Eu observei que os turistas do meu grupo levantavam uma cortina de veludo preto em forma de janela, localizada no fundo do altar, e olhavam demoradamente para dentro. Curioso, fiz o mesmo, pensando que encontraria ali um belo ícone religioso, mas vi que se tratava nada mais do que um espaço quase vazio, empoeirado e feio, com um velho, puído e descorado sofá encostado num canto. Retornei ao meu grupo de turistas e notei que várias outras pessoas formaram fila para abrir a janelinha preta e olhar para dentro. Foi quando surgiu a monja guardiã que, furiosa, enxotou a fila que se formava para levantar a cortina preta e olhar o quartinho poeirento. É claro que ninguém sabia que estava fazendo algo errado, mas a zangada monja bradava em inglês: “É proibido olhar para o fundo do altar!”.
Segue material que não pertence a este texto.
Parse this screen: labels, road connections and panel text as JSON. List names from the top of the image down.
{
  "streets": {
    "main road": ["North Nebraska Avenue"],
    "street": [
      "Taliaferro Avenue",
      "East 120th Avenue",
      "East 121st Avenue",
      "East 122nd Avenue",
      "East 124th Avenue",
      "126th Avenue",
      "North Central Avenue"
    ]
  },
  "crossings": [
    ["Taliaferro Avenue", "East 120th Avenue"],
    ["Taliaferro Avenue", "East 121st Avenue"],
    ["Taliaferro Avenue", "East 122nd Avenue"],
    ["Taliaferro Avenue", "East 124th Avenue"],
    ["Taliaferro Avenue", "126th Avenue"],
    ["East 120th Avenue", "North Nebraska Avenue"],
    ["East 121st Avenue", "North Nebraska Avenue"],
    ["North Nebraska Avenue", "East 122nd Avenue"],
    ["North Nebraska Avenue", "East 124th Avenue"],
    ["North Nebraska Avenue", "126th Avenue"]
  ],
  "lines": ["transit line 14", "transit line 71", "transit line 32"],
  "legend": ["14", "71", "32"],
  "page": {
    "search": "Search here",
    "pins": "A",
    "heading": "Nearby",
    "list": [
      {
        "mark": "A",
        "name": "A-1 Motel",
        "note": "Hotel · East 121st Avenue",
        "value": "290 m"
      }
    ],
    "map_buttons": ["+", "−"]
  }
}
Ao final da visita, já nos jardins do monastério, enquanto admirávamos o panorama, ouvimos um sino que significava que aquele grupo de turistas deveria retirar-se para que outro entrasse. E um monge foi enxotando grosseiramente os retardatários, uns casais idosos. Eu me retirei rapidamente, mas vi que quando saiu o último casal, o monge gritou-lhes algo que ninguém entendeu, e bateu a porta com toda força às costas dos velhinhos.
Pensei assim: estamos num dos lugares mais misteriosos e magníficos do mundo, mas a magia de tudo isso quase se desfaz quando se vê, após pagar muito bem pelos ingressos e pelas compras, que somos todos empurrados rudemente, meio à força, a fim de que um novo grupo de turistas endinheirados entre para enriquecer os monges, e o ciclo da expulsão se repita.